The 1,nvme queue corresponds to the client-side RDMA QP One by one, and the NVMe command in the NVME submission queue is stored in an RDMA QP registered memory address (possibly with an I/O Payload) and then via RDMA Send Queue sent out;
2, when Target's NIC receives work request, the NVME Command DMA is registered in memory with target RDMA QP and a work completion is set in the Targe QP completion queue.
3,target processing work completion, the NVME command is sent to the back-end PCIe NVMe driver, if the transmission is not with I/O Payload, then use RDMA read to obtain;
After receiving the PCIe NVME driver processing results, 4,target the NVME completion results back to the client via the QP send queue.
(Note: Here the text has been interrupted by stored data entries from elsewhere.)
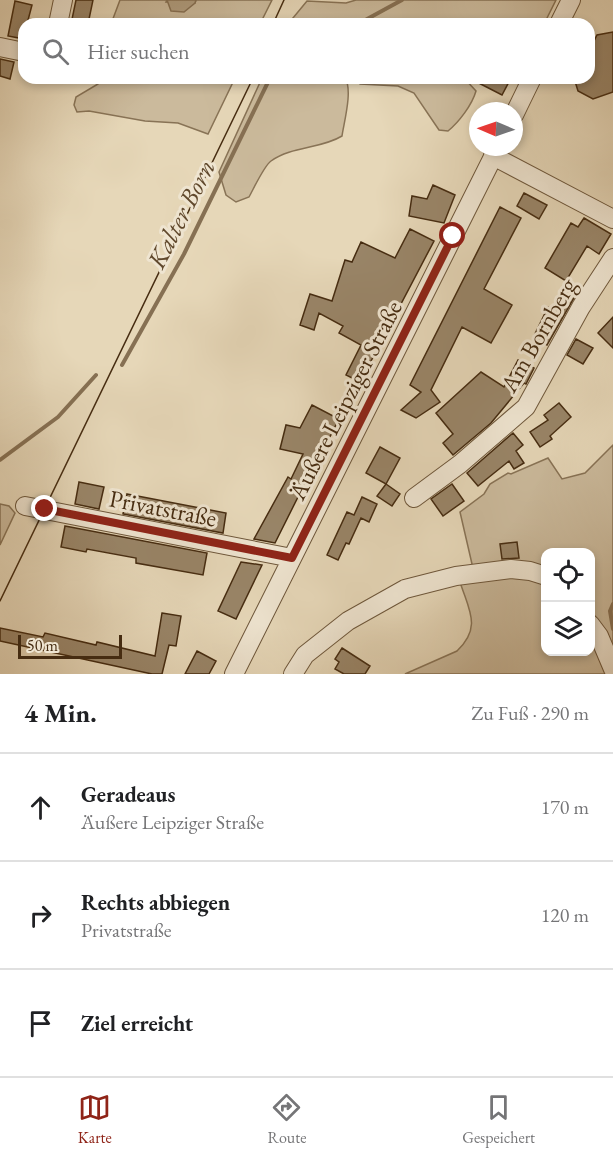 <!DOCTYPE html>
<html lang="de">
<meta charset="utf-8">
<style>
:root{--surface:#fff;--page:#f6f6f6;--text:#202124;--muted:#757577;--line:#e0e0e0;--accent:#8f2418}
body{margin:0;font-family:"EB Garamond",serif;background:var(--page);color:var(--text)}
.controls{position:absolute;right:18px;bottom:18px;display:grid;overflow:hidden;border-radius:12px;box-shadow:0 3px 9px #0003}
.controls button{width:54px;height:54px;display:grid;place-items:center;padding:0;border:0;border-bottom:2px solid var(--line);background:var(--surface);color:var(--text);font:30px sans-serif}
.compass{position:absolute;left:469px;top:102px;width:54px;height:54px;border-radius:50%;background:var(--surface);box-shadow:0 3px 9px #0003;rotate:272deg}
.scale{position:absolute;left:18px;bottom:15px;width:104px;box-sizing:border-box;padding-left:6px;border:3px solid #462c11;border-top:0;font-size:16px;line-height:21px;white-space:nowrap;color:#462c11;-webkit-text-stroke:4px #efe5d1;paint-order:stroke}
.stop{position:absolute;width:18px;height:18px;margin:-14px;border:4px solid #8f2418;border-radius:50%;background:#fff}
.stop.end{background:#8f2418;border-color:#fff;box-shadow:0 2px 6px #0008}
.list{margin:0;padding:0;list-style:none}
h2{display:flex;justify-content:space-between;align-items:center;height:78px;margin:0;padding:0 24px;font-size:26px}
h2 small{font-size:20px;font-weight:400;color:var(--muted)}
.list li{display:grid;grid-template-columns:39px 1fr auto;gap:18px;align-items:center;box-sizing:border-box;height:108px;padding:0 24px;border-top:2px solid var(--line)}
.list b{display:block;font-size:22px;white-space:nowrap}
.list p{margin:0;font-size:20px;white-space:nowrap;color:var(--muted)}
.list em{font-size:20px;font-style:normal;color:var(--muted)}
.icon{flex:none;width:33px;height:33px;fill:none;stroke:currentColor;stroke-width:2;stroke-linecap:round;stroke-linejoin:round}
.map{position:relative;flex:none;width:613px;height:674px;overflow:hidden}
.search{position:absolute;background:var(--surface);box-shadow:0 3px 9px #0003;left:18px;right:18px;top:18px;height:66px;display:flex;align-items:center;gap:15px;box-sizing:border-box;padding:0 21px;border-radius:18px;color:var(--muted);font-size:22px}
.sheet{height:402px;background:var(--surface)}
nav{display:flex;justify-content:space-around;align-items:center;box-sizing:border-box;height:84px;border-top:2px solid var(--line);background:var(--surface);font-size:16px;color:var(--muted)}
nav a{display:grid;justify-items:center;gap:3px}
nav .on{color:var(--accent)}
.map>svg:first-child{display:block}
.green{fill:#cbba9c;stroke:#887356;stroke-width:1.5;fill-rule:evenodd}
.water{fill:#b09d7f;stroke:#867053;stroke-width:1.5}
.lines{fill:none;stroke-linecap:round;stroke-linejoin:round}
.stream{stroke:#867053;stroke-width:4}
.building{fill:#998568;stroke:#462c11;stroke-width:1.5}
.minor-casing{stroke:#6e573b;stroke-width:20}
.minor{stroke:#efe5d1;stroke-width:18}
.tram{stroke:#462c11;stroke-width:1.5}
.route{stroke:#8f2418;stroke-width:8}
.labels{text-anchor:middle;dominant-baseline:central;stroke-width:6;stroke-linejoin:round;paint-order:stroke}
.street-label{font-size:24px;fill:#462c11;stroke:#efe5d1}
.water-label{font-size:26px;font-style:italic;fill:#60482c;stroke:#efe5d1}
</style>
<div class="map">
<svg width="613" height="674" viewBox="0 0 613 674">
<rect width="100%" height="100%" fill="#e6d7b8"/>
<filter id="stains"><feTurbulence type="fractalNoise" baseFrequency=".00333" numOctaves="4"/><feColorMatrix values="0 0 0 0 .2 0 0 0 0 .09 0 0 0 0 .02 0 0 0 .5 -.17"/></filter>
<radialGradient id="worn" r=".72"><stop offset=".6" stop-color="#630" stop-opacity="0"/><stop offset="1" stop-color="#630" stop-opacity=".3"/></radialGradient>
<!-- green -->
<path class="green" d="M 120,0 L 167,0 L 166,2 L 195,3 L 196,0 L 272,0 L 260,24 L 111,24 Z
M 356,0 L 556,0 L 544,24 L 288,24 L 307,1 L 346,3 Z
M 99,78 L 235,78 L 208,134 L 178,123 L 145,121 L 89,111 L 77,112 L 74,105 L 76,97 L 98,84 Z
M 262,78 L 345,78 C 353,90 344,122 342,136 C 321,149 292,146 271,161 C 264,166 254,188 249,197 L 236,202 L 226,195 L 219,172 Z
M 357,78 L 464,78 L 476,91 C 472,105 459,122 448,131 L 439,130 L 414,93 L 398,86 L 360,84 Z
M 613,445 L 613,674 L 405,674 L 457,651 C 481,628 470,612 461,585 L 463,579 L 475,577 L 460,512 L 484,494 L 490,484 L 508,473 L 511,474 L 548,458 L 562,479 L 585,473 ZM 546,552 L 590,552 L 590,652 L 546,652 Z
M 0,504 L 9,506 L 15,513 L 0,545 Z"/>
<!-- water -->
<path class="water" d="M 167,0 L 196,0 L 195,3 L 184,12 L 171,11 Z"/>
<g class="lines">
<!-- stream -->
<path class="stream" d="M 358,24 L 402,0
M 122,365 L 184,254 L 270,78
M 0,460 L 58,417 L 96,375
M 613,604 L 610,611 L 613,629"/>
</g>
<!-- building -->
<path class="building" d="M 76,0 L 93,0 L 88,24 L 71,24 Z
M 15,1 L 32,5 L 27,24 L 24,24 L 24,39 L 8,36 Z
M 613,32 L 613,92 L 593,99 L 578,91 L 574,78 L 589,78 L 589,51 L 597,35 Z
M 0,59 L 14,62 L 10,79 L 0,76 Z
M 469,78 L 511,78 L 502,95 Z
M 433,185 L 455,195 L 444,223 L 409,216 L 412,196 L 427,199 Z
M 524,193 L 547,205 L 539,219 L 517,206 Z
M 500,207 L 521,218 L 484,289 L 512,305 L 491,343 L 462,327 L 431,390 L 440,402 L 416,418 L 401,410 L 421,392 L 410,385 Z
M 584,218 L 611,234 L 599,254 L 587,246 L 566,281 L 545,268 L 571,223 L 578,227 Z
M 410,229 L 434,241 L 360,382 L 346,375 L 361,345 L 339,333 L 343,326 L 319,313 L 314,330 L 300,325 L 310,294 L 332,301 L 345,260 L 352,262 L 361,242 L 395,258 Z
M 562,290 L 575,296 L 547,345 L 533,338 L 548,307 L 553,310 Z
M 613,317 L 613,348 L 598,333 Z
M 576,339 L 593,348 L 583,364 L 567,355 Z
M 518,360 L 534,368 L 526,384 L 524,383 L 491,423 L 453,455 L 443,443 L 453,434 L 436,413 L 481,372 L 504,387 Z
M 559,403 L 571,417 L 550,436 L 552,439 L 540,447 L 530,432 L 548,420 L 544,415 Z
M 312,405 L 339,419 L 315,466 L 317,467 L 311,479 L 308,477 L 275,543 L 254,539 L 288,477 L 291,479 L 303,454 L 280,449 L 286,425 L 300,428 Z
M 513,433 L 523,445 L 516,451 L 524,463 L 514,469 L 509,461 L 478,486 L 467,473 Z
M 380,447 L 400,458 L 386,484 L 366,473 Z
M 79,482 L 104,487 L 99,509 L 75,504 Z
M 386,484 L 400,494 L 392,506 L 377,496 Z
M 452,484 L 464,501 L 443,516 L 431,499 Z
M 127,494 L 226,513 L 223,533 L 123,514 Z
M 362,497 L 377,504 L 369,522 L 361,518 L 349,544 L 346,543 L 338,560 L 327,555 L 347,512 L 354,515 Z
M 65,526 L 207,553 L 203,575 L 136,563 L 136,558 L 87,549 L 86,552 L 61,547 Z
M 517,542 L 519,558 L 502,559 L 500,544 Z
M 241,562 L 262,565 L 236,619 L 218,611 Z
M 162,613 L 181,616 L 176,646 L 169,645 L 162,674 L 152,674 L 0,641 L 0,628 L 43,637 L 45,633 L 96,645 L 97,642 L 155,656 Z
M 342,648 L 370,666 L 365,674 L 344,674 L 335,669 L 339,662 L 335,659 Z
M 197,651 L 216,661 L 209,674 L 185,674 Z"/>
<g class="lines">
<!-- minor casing -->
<g class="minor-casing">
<path id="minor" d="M 58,24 L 63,0
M 559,24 L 571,0
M 0,47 L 24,52
M 514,115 L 532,78
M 493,156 L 613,219
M 414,498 L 460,464 L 526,407 L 581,307 L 613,258
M 25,506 L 292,558
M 590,624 L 599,636 L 613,669
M 234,674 L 498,147
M 293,674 L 305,655 L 348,621 L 405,589 L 456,576 L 511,569 L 530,571 L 546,576"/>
</g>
<!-- minor -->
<use href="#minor" class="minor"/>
<!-- tram -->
<path class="tram" d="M 273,24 L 284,0
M 0,601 L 253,78"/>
</g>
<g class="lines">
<!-- route -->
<path class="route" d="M 45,509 L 292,558 L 453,236"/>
</g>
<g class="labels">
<!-- street labels -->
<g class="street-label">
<text transform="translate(538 335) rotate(-60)">Am Bornberg</text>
<text transform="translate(345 400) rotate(-63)">Äußere Leipziger Straße</text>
<text transform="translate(163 508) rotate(11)">Privatstraße</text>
</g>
<!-- water labels -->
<g class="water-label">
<text transform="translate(181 214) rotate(-63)">Kalter Born</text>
</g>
</g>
<rect width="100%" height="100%" filter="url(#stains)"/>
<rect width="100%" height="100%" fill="url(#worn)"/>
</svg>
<div class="controls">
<button><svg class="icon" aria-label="locate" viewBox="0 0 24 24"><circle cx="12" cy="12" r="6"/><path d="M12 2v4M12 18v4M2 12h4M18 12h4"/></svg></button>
<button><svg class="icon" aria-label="layers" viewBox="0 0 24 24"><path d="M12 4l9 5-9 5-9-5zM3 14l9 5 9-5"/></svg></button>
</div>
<svg class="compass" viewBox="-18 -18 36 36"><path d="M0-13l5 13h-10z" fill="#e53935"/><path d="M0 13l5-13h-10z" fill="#757577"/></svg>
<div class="scale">50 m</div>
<div class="stop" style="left:453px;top:236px"></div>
<div class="stop end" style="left:45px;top:509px"></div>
<div class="search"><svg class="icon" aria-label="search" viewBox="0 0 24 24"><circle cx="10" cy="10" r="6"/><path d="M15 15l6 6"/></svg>Hier suchen</div>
</div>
<section class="sheet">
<h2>4 Min.<small>Zu Fuß · 290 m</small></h2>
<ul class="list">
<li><svg class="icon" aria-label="ahead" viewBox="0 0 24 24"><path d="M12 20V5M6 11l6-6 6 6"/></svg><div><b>Geradeaus</b><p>Äußere Leipziger Straße</p></div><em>170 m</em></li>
<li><svg class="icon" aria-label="right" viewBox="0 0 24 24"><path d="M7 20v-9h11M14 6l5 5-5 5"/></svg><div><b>Rechts abbiegen</b><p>Privatstraße</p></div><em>120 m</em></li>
<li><svg class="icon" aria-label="arrive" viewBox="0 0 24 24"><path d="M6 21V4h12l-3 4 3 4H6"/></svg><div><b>Ziel erreicht</b></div></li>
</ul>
</section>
<nav>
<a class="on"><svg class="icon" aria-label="map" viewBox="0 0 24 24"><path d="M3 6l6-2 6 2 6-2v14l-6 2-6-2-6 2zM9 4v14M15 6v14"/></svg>Karte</a>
<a><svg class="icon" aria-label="directions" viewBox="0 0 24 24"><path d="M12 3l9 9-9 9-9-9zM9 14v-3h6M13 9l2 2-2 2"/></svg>Route</a>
<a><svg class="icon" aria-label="saved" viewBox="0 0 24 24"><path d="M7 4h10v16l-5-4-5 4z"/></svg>Gespeichert</a>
</nav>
The above process is the implementation of the current NVMF, it can be seen that the current NVMe command using the two-sided form. Part of the reason is that the target CPU needs to process QP's work completion: submits the received NVMe command to the PCIe NVME driver. If this piece can be offload, may be able to achieve NVMF one-sided transmission, then the performance will be more powerful.
Summarize
This article describes some of the technical details of the TRANSPORT-RDMA that were first implemented in NVMF. RDMA is already a proven technology that has been used more in high-performance computing, and the advent of NVMe has allowed it to expand rapidly. For today's storage practitioners, especially the NVMe domain, Understanding RDMA technology is a great help to follow the development trend of NVME, hopefully this article will help you understand RDMA, but more RDMA technical details need to be mined according to their own needs.
Description
This article was first published in the public, "the forefront of storage technology."
Thanks to the experts in the links below for the material provided in this article
1, Http://www.mellanox.com/pdf/whitepapers/IB_Intro_WP_190.pdf
2, How_ethernet_rdma_protocols_support_nvme_over_fabrics_final,john Kim, Mellanox,under SINA.
3, RDMA Programming concepts, OpenFabrics Alliance
4, https://www.zurich.ibm.com/sys/rdma/model.html
5, Http://lxr.free-electrons.com/source/include/rdma/ib_verbs.h
Related reading
NVMe over Fabrics: concepts, applications and implementations
NVMe over fabrics makes RDMA technology fire again.